To support your statement that the AODA Alliance has no funds of its own and to determine whether it is fair and equitable for the Ministry to waive all or part of the estimated fees on the basis of financial hardship, the Ministry requests that you provide supporting financial statements regarding the AODA Alliance’s financial situation.”

May I respond as follows:

  1. The AODA Alliance is an unincorporated, volunteer community coalition. We have no money. We have no real or personal property. We have no bank accounts. We charge no membership fees.

    Because we are unincorporated, we have no corporate documentation. We have no financial statements to provide.

  2. Your Ministry should not need financial statements to support what I have told you about this Freedom of Information application. We have had a very extensive working relationship for years with the Ontario Government, and especially with the Accessibility Directorate of Ontario. The Government and opposition parties have each made election commitments to us over the years, and have praised our efforts in support of accessibility for people with disabilities.

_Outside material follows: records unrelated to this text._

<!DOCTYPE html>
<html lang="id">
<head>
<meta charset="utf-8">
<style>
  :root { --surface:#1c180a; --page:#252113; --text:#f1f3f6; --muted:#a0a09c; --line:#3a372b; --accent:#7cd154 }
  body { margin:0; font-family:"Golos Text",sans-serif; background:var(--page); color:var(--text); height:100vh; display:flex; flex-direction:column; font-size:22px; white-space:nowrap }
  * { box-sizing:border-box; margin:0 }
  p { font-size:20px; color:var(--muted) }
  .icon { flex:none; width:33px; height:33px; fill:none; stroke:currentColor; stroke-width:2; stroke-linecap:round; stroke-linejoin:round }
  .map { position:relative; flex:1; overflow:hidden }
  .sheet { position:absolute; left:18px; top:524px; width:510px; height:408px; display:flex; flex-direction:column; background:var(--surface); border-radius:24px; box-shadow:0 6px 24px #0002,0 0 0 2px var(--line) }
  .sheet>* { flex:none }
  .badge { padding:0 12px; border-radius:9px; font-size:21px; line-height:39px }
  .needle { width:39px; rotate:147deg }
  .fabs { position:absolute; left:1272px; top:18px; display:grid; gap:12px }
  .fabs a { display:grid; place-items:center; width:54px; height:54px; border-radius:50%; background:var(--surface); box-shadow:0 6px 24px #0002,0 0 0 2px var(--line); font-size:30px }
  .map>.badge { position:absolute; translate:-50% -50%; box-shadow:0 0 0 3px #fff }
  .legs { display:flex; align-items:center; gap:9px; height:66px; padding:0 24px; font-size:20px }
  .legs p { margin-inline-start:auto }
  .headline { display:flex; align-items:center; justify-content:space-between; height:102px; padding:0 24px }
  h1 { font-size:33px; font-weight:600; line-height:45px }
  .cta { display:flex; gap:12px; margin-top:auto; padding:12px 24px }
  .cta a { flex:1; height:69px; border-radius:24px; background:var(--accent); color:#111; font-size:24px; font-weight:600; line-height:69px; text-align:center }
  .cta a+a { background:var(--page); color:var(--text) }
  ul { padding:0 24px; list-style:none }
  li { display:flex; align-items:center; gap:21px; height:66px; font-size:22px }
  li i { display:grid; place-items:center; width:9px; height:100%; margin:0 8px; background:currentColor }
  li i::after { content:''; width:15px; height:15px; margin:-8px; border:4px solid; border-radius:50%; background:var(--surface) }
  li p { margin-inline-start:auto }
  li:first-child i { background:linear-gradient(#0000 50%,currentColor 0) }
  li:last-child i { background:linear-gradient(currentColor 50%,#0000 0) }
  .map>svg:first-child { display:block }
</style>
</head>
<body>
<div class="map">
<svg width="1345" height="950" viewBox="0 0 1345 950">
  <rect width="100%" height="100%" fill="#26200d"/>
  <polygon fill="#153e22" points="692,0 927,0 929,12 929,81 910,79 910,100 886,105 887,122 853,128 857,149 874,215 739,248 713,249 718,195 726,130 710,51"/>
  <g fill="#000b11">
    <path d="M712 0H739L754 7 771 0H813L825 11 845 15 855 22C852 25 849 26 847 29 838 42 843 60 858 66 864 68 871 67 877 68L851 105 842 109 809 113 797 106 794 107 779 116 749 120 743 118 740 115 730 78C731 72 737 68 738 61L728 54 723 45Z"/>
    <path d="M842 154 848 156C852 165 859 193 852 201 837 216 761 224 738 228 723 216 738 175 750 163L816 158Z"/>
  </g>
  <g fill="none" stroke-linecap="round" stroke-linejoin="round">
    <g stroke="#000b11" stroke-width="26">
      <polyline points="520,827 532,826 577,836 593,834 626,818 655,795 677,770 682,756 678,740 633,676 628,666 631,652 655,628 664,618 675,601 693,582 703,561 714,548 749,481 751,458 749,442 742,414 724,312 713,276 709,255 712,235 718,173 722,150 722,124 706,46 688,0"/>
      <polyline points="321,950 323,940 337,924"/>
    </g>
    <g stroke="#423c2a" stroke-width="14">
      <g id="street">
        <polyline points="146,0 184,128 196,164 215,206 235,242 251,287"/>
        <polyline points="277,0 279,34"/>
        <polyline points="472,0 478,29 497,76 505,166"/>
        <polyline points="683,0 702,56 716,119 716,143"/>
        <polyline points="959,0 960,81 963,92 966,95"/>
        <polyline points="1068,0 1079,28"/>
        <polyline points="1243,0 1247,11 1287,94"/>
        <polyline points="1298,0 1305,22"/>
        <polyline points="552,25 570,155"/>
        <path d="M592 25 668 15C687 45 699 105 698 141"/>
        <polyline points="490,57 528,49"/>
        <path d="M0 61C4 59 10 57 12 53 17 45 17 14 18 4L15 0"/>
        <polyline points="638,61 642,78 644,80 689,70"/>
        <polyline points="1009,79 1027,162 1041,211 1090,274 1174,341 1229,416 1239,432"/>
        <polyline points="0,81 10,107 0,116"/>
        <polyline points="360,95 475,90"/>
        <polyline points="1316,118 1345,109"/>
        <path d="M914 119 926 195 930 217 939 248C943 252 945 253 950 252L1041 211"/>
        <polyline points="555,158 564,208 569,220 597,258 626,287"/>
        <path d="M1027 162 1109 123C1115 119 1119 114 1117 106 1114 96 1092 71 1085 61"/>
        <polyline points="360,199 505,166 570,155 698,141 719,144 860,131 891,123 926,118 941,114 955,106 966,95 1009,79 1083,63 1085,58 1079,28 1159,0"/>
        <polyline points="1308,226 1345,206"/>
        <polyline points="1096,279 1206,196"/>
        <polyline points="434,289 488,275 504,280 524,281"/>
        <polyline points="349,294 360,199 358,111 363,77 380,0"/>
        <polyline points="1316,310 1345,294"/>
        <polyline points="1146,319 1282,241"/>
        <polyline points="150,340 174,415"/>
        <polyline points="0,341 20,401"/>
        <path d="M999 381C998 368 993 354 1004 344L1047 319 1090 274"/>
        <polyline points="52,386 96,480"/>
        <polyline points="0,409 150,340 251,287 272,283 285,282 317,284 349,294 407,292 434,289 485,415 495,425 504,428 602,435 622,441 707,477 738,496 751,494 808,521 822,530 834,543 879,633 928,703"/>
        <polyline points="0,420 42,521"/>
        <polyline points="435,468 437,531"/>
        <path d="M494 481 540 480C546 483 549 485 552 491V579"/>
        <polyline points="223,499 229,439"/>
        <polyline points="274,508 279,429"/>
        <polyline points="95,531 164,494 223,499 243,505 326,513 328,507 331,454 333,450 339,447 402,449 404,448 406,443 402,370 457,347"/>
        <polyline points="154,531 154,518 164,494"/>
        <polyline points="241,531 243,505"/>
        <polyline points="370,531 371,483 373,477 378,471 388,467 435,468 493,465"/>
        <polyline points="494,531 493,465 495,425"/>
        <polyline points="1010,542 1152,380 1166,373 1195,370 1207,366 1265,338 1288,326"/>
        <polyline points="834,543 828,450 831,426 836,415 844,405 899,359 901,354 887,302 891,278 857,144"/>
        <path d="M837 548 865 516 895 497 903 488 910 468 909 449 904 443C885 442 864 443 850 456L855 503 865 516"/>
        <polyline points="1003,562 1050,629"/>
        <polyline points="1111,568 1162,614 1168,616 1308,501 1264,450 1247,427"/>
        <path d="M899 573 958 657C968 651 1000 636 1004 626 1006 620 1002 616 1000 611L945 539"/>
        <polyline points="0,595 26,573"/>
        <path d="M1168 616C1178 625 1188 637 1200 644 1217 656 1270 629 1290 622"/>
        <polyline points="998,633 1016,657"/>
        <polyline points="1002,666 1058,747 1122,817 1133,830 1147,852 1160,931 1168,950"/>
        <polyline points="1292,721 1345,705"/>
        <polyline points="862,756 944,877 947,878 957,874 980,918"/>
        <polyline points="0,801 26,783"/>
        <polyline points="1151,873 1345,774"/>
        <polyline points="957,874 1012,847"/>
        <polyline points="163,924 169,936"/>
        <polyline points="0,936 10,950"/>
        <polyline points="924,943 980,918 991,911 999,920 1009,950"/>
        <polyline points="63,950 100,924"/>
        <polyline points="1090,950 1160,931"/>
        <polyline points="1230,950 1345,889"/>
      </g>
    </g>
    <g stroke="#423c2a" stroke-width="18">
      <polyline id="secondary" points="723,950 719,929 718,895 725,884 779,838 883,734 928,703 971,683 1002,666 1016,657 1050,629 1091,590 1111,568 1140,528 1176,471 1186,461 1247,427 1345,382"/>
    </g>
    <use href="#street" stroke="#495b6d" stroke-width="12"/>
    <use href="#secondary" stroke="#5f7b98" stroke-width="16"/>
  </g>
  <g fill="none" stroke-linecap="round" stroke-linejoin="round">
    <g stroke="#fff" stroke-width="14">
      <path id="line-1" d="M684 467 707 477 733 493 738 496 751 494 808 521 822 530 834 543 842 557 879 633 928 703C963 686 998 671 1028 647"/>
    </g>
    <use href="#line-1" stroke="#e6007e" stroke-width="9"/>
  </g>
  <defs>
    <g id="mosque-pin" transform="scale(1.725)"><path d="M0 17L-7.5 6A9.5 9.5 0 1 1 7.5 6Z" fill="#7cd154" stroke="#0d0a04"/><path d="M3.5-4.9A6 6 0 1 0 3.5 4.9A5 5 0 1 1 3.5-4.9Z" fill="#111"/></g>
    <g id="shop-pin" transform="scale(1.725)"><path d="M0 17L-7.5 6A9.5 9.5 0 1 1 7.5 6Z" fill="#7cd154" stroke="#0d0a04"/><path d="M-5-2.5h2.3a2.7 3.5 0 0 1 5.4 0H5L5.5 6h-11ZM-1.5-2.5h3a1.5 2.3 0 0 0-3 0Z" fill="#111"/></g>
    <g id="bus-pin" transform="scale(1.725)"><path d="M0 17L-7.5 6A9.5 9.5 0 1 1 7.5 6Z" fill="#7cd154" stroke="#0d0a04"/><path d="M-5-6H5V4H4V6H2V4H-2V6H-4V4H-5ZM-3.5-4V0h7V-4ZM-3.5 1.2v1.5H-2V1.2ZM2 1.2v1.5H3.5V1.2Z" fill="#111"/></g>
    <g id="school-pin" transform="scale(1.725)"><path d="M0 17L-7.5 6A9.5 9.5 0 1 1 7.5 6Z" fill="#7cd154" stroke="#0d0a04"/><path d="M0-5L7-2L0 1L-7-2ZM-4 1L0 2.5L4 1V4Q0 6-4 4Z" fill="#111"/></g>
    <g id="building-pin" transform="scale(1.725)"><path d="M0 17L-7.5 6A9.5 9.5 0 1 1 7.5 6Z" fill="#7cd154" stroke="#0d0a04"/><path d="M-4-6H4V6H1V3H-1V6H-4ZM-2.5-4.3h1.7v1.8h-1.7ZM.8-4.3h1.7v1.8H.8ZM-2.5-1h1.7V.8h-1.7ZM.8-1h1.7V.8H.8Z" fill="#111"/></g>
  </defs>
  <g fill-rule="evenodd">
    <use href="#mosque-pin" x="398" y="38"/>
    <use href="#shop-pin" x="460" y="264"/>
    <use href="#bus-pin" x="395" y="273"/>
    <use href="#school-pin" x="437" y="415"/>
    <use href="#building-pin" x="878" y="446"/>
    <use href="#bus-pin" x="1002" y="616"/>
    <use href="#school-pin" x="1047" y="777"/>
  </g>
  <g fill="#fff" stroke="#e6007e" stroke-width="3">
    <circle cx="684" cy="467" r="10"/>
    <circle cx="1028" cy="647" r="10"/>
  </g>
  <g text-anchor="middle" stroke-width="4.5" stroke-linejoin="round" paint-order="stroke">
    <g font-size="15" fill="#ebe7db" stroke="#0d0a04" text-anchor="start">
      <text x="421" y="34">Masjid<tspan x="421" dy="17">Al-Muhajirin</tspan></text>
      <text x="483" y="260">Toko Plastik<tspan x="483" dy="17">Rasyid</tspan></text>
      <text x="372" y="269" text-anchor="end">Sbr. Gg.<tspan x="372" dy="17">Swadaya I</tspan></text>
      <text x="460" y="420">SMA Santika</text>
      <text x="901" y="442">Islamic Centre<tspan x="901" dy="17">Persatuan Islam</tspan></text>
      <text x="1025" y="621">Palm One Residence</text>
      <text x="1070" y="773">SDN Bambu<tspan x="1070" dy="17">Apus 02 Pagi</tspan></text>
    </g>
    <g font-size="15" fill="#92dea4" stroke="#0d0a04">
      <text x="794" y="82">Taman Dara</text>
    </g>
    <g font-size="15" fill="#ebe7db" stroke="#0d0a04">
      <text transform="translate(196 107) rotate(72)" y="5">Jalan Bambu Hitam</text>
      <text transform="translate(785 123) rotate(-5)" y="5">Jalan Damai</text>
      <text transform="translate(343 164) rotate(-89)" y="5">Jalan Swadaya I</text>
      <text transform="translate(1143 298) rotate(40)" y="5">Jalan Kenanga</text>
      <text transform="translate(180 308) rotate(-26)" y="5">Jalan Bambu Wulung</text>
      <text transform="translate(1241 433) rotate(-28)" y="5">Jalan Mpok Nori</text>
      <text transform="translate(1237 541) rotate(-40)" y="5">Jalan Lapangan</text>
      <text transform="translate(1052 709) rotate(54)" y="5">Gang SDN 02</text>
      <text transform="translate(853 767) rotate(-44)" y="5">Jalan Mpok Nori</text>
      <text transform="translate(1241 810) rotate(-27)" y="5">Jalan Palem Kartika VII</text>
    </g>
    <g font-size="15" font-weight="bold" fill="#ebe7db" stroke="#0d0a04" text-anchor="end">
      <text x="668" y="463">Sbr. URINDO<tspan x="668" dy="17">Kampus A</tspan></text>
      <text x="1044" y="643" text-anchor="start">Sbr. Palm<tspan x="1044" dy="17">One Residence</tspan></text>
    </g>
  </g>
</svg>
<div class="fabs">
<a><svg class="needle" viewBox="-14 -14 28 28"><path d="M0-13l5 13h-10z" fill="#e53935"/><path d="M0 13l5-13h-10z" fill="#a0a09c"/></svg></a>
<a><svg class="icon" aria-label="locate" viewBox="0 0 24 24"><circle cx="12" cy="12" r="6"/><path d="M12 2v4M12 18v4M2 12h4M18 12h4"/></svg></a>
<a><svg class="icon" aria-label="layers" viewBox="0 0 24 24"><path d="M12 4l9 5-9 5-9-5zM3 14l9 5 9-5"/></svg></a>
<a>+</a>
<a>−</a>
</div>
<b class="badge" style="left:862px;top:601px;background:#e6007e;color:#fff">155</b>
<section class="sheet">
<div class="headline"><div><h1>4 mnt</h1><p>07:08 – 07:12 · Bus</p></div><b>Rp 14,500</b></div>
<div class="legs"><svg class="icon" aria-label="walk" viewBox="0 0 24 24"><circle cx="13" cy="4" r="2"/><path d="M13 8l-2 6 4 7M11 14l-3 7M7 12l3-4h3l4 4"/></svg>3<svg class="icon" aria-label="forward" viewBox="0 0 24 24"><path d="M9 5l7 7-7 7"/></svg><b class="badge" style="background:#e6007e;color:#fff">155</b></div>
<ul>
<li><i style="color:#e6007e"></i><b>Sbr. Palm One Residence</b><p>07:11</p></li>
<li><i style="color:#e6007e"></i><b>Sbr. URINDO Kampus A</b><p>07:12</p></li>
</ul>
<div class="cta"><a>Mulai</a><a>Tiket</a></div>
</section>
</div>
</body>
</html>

    You are strongly encouraged to speak with the Accessibility Directorate of Ontario to get any information you might need to assess my request for a fee waiver. The Directorate could have quickly and easily provided you with this information about me and the AODA Alliance. You can also learn all about us by visiting  www.aodalliance.org

  3. Contrary to the thrust of your October 21, 2013 letter to me, my request for a fee waiver is not only based on the financial hardship criterion for waving such a fee. As my October 2, 2013 email to you made clear, this fee waiver request is also based on the fact that my Freedom of Information Act application is clearly a “public interest” request. I hope and trust that the Government in general, and your Ministry in particular, is sufficiently familiar with my public interest activity, and that of the AODA Alliance, in the area of disability accessibility, to lay that question to rest. If your Ministry has any doubt about this, or questions whether I have a genuine public interest motivation in mind in seeking this information, please let me know, and tell me what further I can provide.

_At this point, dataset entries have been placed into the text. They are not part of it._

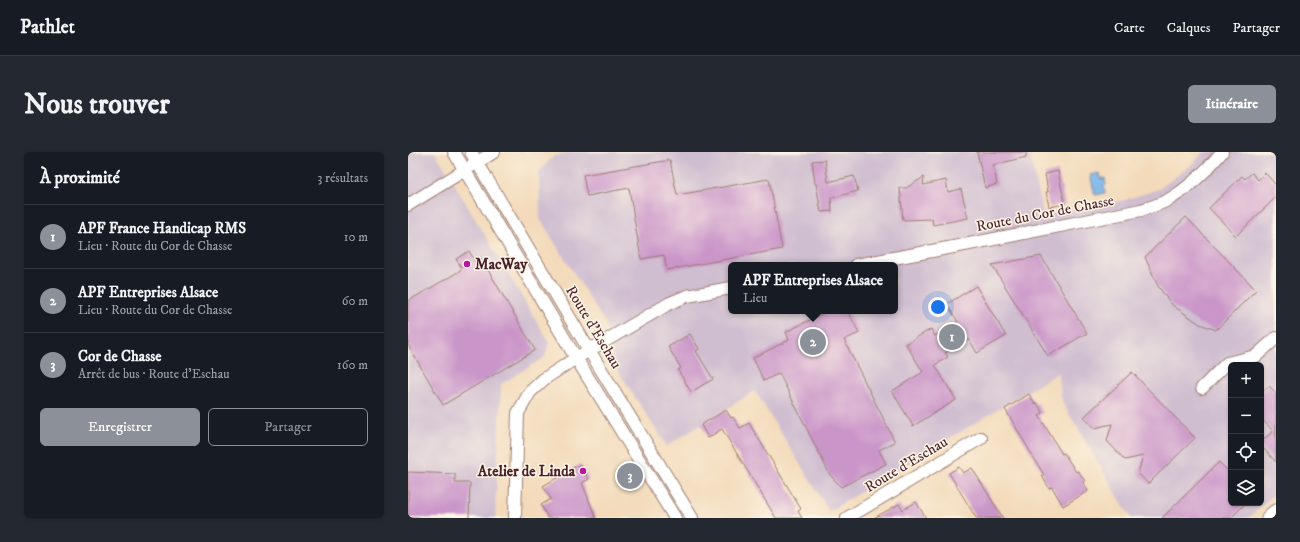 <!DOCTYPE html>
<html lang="fr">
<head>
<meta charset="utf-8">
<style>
  :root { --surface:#171b24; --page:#242831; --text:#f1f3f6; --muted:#9ea1a6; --line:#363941; --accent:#8c9099 }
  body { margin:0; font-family:"IM FELL DW Pica",serif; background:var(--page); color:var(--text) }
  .controls { position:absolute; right:12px; bottom:12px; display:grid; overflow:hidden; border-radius:6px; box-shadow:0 1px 3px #0004 }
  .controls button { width:36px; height:36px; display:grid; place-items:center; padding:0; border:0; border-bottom:1px solid var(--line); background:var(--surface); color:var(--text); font:20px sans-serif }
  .you { position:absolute; left:530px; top:155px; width:14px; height:14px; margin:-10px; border:3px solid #fff; border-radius:50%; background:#1a73e8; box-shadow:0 0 0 6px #1a73e833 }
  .badge { display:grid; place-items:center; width:26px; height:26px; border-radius:50%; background:var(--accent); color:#fff; font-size:13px; font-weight:700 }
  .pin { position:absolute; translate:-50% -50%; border:2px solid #fff; box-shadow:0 1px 4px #0006 }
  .popup { position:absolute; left:320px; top:110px; width:170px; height:52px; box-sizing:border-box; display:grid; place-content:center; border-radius:6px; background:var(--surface); filter:drop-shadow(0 1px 3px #0005); font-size:13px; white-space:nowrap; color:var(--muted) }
  .popup b { font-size:15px; color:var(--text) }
  .popup::after { content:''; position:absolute; left:50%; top:100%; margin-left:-8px; border:8px solid transparent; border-top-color:var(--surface) }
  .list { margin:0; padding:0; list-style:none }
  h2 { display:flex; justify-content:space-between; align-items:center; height:52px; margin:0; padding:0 16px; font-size:17px }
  h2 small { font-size:13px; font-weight:400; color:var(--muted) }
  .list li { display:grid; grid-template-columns:26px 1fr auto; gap:12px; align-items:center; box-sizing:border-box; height:64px; padding:0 16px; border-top:1px solid var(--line) }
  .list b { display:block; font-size:15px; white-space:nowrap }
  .list p { margin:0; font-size:13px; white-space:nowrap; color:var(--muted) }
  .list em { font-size:13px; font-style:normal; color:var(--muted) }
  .actions { display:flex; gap:8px; padding:12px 16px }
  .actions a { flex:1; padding:9px 0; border:1px solid var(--accent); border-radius:6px; text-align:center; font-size:14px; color:var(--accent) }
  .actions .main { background:var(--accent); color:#fff }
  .icon { flex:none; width:22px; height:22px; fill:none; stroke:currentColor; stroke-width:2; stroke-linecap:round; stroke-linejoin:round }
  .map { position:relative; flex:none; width:868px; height:366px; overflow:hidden; border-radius:6px }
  header { display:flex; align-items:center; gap:24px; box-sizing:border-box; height:56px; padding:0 20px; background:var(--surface); border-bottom:1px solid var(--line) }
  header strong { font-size:19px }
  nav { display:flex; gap:22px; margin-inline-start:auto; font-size:14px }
  .intro { display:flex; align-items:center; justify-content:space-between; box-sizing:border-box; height:96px; padding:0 24px }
  h1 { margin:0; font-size:28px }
  .button { padding:10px 18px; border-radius:6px; background:var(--accent); color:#fff; font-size:14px; font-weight:700 }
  main { display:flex; gap:24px; padding:0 24px }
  aside { flex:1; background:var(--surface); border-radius:6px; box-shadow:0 1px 3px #0004 }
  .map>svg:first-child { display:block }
</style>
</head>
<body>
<header>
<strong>Pathlet</strong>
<nav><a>Carte</a><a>Calques</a><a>Partager</a></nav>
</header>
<div class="intro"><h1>Nous trouver</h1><a class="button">Itinéraire</a></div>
<main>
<aside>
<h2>À proximité<small>3 résultats</small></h2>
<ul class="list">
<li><span class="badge">1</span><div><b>APF France Handicap RMS</b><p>Lieu · Route du Cor de Chasse</p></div><em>10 m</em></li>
<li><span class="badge">2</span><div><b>APF Entreprises Alsace</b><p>Lieu · Route du Cor de Chasse</p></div><em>60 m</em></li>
<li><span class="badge">3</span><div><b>Cor de Chasse</b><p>Arrêt de bus · Route d'Eschau</p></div><em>160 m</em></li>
</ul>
<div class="actions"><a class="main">Enregistrer</a><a>Partager</a></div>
</aside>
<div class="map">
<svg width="868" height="366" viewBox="0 0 868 366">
  <rect width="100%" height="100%" fill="#fcf5e5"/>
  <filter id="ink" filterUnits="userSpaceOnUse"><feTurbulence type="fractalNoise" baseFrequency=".025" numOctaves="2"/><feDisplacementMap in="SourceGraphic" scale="8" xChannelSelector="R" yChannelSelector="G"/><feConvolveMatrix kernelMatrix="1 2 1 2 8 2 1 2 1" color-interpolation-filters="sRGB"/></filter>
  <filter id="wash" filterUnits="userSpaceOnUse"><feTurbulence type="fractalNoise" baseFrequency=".012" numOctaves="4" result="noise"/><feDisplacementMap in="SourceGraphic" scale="16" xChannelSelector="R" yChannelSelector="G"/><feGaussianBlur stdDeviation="0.9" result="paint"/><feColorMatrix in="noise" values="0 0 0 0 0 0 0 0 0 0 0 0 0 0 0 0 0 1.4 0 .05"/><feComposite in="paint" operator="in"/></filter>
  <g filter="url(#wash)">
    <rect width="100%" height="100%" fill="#f3daba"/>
    <!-- industrial -->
    <path fill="#cfbdd0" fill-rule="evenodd" d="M 0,0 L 27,0 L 141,190 L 137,205 L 93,232 L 87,366 L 0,366 Z
      M 166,0 L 621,0 L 636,63 L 713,49 L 751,37 L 781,15 L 796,0 L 868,0 L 868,340 L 841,366 L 723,366 L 654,250 L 650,221 L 421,359 L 347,239 L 259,294 L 208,216 L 197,171 L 132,67 L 131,19 L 146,4 ZM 323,113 L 487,113 L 487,159 L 323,159 ZM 823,213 L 853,213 L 853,351 L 823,351 Z"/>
    <!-- water -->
    <path fill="#78b4ea" stroke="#616a8a" d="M 692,21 L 693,27 L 697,26 L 698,33 L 696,34 L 697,41 L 687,43 L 682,23 Z"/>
    <g id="blocks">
      <!-- building -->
      <path fill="#ca95c9" d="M 569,0 L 618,0 L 618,5 L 585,13 L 589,32 L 577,36 Z
        M 262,8 L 269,43 L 361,27 L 374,97 L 259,118 L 256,103 L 233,107 L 221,36 L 179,44 L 175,23 Z
        M 417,8 L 420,30 L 446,24 L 450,39 L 423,46 L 424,59 L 413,60 L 408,32 L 407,32 L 404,9 Z
        M 650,19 L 657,52 L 641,55 L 638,40 L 640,40 L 637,22 Z
        M 844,21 L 850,28 L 857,21 L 868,33 L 868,45 L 828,84 L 801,56 L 834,24 L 837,27 Z
        M 516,25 L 515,33 L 538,28 L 540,40 L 553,37 L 560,66 L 525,73 L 524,67 L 495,68 L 492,36 L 498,36 Z
        M 778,65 L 848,138 L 808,178 L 792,172 L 764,153 L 750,134 L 737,105 Z
        M 61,99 L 67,109 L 73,106 L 127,198 L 35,253 L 0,193 L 0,149 L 50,120 L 54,116 L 48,107 Z
        M 633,104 L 679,181 L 640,204 L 584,113 Z
        M 568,134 L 598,184 L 569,201 L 561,187 L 537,201 L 540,205 L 527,213 L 548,248 L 505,274 L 484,239 L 515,220 L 498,192 L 523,177 L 527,184 L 550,170 L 539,152 Z
        M 420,159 L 440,159 L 451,181 L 436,188 L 487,290 L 471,298 L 478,312 L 433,335 L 422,323 L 371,221 L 356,229 L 345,206 L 381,188 L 378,180 Z
        M 282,182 L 291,197 L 288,199 L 305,227 L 283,240 L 270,218 L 273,216 L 260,195 Z
        M 724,220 L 787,286 L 740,332 L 730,321 L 735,304 L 717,308 L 699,289 L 704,272 L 686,276 L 676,265 Z
        M 861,234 L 868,241 L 868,310 L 853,294 L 853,290 L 865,279 L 853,266 L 853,241 Z
        M 621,242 L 627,252 L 629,251 L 635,261 L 631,264 L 648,292 L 654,302 L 656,301 L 668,320 L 670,319 L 677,329 L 675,330 L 680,339 L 655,354 L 644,335 L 641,336 L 634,324 L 636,323 L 597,257 Z
        M 318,258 L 323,266 L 325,265 L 332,276 L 341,271 L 393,357 L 390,359 L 394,366 L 368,366 L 314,277 L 300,286 L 293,273 Z
        M 811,310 L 823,322 L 823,351 L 838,351 L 823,366 L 754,366 Z
        M 172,312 L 181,327 L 174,331 L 188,366 L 140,366 L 133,353 L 143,347 L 135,334 Z
        M 551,315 L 555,321 L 564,316 L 595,366 L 568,366 L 541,321 Z
        M 0,320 L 47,322 L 47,331 L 62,331 L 61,366 L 0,366 Z
        M 508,350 L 518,366 L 466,366 L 491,352 L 495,358 Z"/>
    </g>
  </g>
  <g filter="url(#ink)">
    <use href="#blocks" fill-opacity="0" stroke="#9e7c72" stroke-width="1"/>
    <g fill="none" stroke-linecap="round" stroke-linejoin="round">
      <!-- street casing -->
      <g stroke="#9e7c72" stroke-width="14">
        <path id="street" d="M 46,0 L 168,206 L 267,366
          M 63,0 L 181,198 L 284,366
          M 0,53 L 86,0
          M 448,113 L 551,94 L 733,58 C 742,55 751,53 760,48 C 781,36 799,18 814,0
          M 794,236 L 819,211 L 848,204 L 868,186
          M 107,366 L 110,261 L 122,240 L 136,227 L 168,206 L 262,151 L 279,144 L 323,136
          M 439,366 L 573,286"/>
      </g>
      <!-- secondary casing -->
      <g stroke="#9e7c72" stroke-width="19">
        <path id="secondary" d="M 862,366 L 868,361"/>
      </g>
      <!-- street -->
      <use href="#street" stroke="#fff" stroke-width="12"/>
      <!-- secondary -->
      <use href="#secondary" stroke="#fff" stroke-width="17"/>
    </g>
  </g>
  <!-- markers -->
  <g fill="#b5179e" stroke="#fcf5e5" stroke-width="1.5">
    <circle cx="59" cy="112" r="4"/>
    <circle cx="175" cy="319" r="4"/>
  </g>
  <g text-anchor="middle" stroke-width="3" stroke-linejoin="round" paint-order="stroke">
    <!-- street labels -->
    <g font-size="15" fill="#4a1f2b" stroke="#fcf5e5">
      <text transform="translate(637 61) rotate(-11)" y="5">Route du Cor de Chasse</text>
      <text transform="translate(186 175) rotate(59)" y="5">Route d'Eschau</text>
      <text transform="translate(498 312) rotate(-31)" y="5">Route d'Eschau</text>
    </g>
    <!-- poi labels -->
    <g font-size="15" font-weight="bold" fill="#4a1f2b" stroke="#fcf5e5" text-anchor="start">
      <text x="67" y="117">MacWay</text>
      <text x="167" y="324" text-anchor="end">Atelier de Linda</text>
    </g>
  </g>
</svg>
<div class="controls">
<button>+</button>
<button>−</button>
<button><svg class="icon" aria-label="locate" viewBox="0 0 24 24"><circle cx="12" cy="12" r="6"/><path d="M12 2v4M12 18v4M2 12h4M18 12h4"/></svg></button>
<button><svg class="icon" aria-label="layers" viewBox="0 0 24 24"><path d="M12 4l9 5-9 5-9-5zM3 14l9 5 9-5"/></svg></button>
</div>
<div class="you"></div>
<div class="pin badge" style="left:544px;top:185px">1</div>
<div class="pin badge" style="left:405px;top:190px">2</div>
<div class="popup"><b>APF Entreprises Alsace</b>Lieu</div>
<div class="pin badge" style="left:222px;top:324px">3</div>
</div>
</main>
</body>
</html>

    The fact that this is a “public interest” application should be obvious from the simple fact that Ontario’s Premier, Dalton McGuinty, made specific written election commitments to our coalition, in a letter addressed to me as its chair, on the effective enforcement of the Accessibility for Ontarians with Disabilities Act. My October 2, 2013 email to you gave you a link to that letter. This Freedom of Information application focuses directly on information pertaining to that election promise.

  4. Your October 21, 2013 email to me does not answer my request, which I repeated again in my October 2, 2013 letter to you, that the Government immediately provide to me any documents sought in my Freedom of Information request, the provision of which involves little or no search time. The Government should not maintain an “all or nothing” stance, whereby I must agree to pay $2,325 or else I cannot get access to anything, including items that can be easily located and provided at no cost. I again restate this request.
  5. I regret the Government’s delays in dealing with this fee waiver request. It is somewhat ironic that your October 21, 2013 email to me came on the same day that Premier Kathleen Wynne announced a commitment to more openness in the Ontario Government.

May I please definitively hear from you as soon as possible on my request for a fee waiver, and may I get the answers to my Freedom of Information Act request as soon as possible.